*What needs to be done:*
Each line below must be transcribed exactly, and no picture may appear in the transcription.

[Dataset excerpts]
━━━━━━━━━━━━━━━━━━━━━━━━━━━━━━

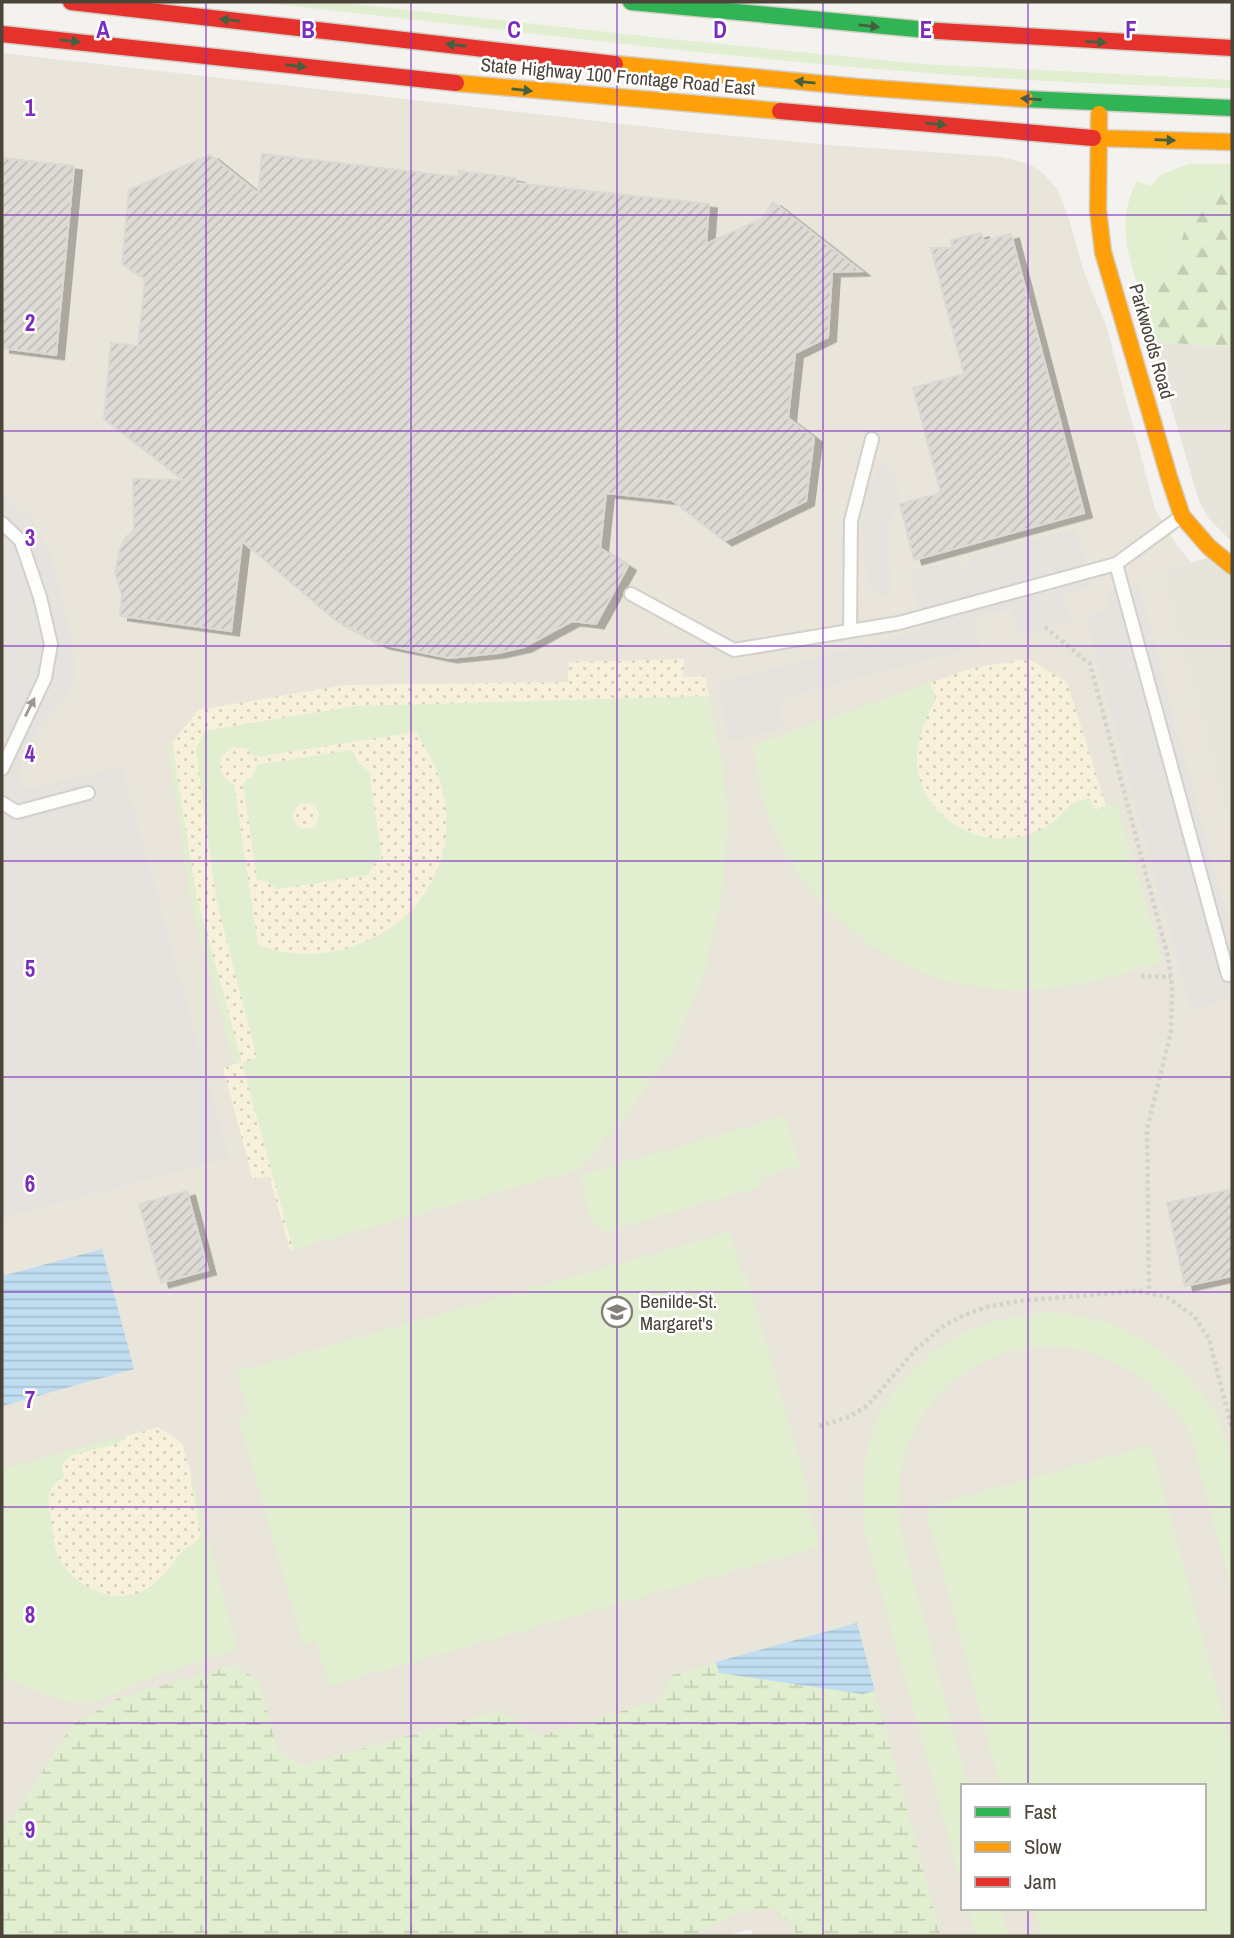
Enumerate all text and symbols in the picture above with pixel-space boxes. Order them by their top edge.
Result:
text: A [96,14,110,45]
one-way arrow [219,14,241,25]
text: B [301,14,315,45]
text: C [507,14,521,45]
text: D [713,14,727,45]
text: E [920,14,932,45]
text: F [1125,14,1137,45]
one-way arrow [858,21,880,32]
one-way arrow [59,36,81,47]
one-way arrow [1085,37,1107,48]
one-way arrow [445,40,467,51]
street label: State Highway 100 Frontage Road East [480,51,757,101]
one-way arrow [285,60,307,71]
one-way arrow [793,76,815,87]
one-way arrow [511,85,533,96]
text: 1 [25,92,36,123]
one-way arrow [1020,93,1042,104]
one-way arrow [925,119,947,130]
one-way arrow [1154,134,1176,145]
street label: Parkwoods Road [1123,280,1181,402]
text: 2 [25,307,35,338]
text: 3 [25,522,35,553]
one-way arrow [25,697,36,717]
text: 4 [25,738,36,769]
text: 5 [25,953,35,984]
text: 6 [25,1168,35,1199]
place label: Benilde-St. Margaret's [640,1288,717,1336]
school or university icon: Benilde-St. Margaret's [600,1295,634,1329]
text: 7 [25,1384,35,1415]
text: 8 [25,1599,35,1630]
legend [961,1784,1206,1910]
text: Fast [1024,1797,1057,1826]
text: 9 [25,1814,35,1845]
text: Slow [1024,1832,1062,1861]
text: Jam [1024,1867,1057,1896]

━━━━━━━━━━━━━━━━━━━━━━━━━━━━━━

*Task output:*
Enumerate all text and symbols in the picture above with pixel-space boxes. Order them by their top edge.
Result:
text: A [96,14,110,45]
one-way arrow [219,14,241,25]
text: B [301,14,315,45]
text: C [507,14,521,45]
text: D [713,14,727,45]
text: E [920,14,932,45]
text: F [1125,14,1137,45]
one-way arrow [858,21,880,32]
one-way arrow [59,36,81,47]
one-way arrow [1085,37,1107,48]
one-way arrow [445,40,467,51]
street label: State Highway 100 Frontage Road East [480,51,757,101]
one-way arrow [285,60,307,71]
one-way arrow [793,76,815,87]
one-way arrow [511,85,533,96]
text: 1 [25,92,36,123]
one-way arrow [1020,93,1042,104]
one-way arrow [925,119,947,130]
one-way arrow [1154,134,1176,145]
street label: Parkwoods Road [1123,280,1181,402]
text: 2 [25,307,35,338]
text: 3 [25,522,35,553]
one-way arrow [25,697,36,717]
text: 4 [25,738,36,769]
text: 5 [25,953,35,984]
text: 6 [25,1168,35,1199]
place label: Benilde-St. Margaret's [640,1288,717,1336]
school or university icon: Benilde-St. Margaret's [600,1295,634,1329]
text: 7 [25,1384,35,1415]
text: 8 [25,1599,35,1630]
legend [961,1784,1206,1910]
text: Fast [1024,1797,1057,1826]
text: 9 [25,1814,35,1845]
text: Slow [1024,1832,1062,1861]
text: Jam [1024,1867,1057,1896]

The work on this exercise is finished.